Tagged bighead carp leads DNR to 2 others in St. Croix River
The Minnesota DNR captured two bighead carp May 11 during a search on the St. Croix River to recapture a tagged bighead carp the agency had been tracking as part of an invasive carp pilot project.
The carp were captured in Anderson Bay on the St. Croix River. One was a 46-inch, 39-pound mature male, and the second was a 43-inch, 46-pound mature female. Neither fish showed indications that they had been involved in this year’s spawn. They were removed from the water and euthanized, and further lab analyses will provide more detailed and useful information about the fish.
“We may not have immediately captured these two if the tagged carp hadn’t, in effect, led us to them,” DNR invasive fish coordinator Nick Frohnauer said. “Tagging is another proactive step Minnesota is taking to prevent the spread of invasive species.”
The capture of the two bighead carp, an invasive species, is the result of the pilot project to track tagged invasive carp to learn more about their range, habitat preferences and other behaviors, the DNR said in a news release Thursday, May 17. Because of the signal from a small implanted transmitter, DNR fisheries staff know the location of the tagged carp. While high water can complicate a capture operation, fisheries staff, along with U.S. Fish and Wildlife staff and commercial anglers, are resuming efforts to recapture the tagged carp this week.

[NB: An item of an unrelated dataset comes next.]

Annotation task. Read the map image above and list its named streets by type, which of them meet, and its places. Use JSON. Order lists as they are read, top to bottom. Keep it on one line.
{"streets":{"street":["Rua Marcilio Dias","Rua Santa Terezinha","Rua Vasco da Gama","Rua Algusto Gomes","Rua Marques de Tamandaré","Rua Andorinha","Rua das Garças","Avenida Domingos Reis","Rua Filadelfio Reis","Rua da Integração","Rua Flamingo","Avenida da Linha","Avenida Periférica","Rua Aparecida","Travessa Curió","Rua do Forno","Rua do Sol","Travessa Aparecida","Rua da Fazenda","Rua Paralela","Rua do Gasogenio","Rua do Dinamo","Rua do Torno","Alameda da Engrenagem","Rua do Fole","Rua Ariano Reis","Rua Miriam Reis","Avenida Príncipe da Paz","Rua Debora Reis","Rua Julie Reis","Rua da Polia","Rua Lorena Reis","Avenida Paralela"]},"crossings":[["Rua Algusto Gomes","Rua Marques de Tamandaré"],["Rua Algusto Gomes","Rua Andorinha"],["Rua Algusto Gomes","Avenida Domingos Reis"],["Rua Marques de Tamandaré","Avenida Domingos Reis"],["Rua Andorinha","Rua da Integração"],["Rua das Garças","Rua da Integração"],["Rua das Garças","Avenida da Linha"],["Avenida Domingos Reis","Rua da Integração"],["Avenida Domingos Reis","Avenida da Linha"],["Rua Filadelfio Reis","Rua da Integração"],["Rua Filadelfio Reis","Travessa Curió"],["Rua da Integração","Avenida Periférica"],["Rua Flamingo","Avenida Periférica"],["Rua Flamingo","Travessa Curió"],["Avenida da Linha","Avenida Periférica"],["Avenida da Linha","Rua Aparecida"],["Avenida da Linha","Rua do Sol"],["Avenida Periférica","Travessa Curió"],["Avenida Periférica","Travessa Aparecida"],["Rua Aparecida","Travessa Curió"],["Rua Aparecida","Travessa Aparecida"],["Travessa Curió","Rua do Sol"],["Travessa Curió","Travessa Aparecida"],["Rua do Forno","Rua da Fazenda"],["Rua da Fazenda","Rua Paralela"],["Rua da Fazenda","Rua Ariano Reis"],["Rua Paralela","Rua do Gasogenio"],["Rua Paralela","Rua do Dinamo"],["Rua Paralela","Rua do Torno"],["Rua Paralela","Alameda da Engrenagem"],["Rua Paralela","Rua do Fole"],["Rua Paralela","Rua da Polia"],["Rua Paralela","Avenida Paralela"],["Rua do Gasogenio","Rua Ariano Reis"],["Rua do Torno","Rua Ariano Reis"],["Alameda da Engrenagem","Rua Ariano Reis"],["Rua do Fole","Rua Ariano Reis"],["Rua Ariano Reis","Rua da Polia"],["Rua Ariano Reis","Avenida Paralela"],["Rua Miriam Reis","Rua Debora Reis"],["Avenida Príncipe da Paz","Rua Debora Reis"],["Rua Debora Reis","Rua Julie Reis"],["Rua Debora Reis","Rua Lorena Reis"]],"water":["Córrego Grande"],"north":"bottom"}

The DNR is permitted to track up to two invasive carp in the St. Croix or Mississippi River at any given time, the DNR said, adding that anyone who catches a bighead, grass or silver carp is required to report it to the DNR immediately: via phone at 651-587-2781 or email at firstname.lastname@example.org; take a photo and transport the carp to the nearest fisheries office or make arrangements for it to be picked up by a DNR official.
Individual bighead carp were first captured in Minnesota in 1996 and 2003, with more frequent reports in recent years as the DNR’s response and public awareness have grown. Invasive carp initially escaped into the Mississippi River from southern fish farms where they were used to control algae. These large fish compete with native species and pose a threat to rivers and lakes, the DNR said in the release.
No breeding populations have been detected in Minnesota waters, the DNR added; individual bighead and silver carp have been caught in the Mississippi, St. Croix and Minnesota rivers.
More information about invasive carp is available at www.mndnr.gov/invasivecarp.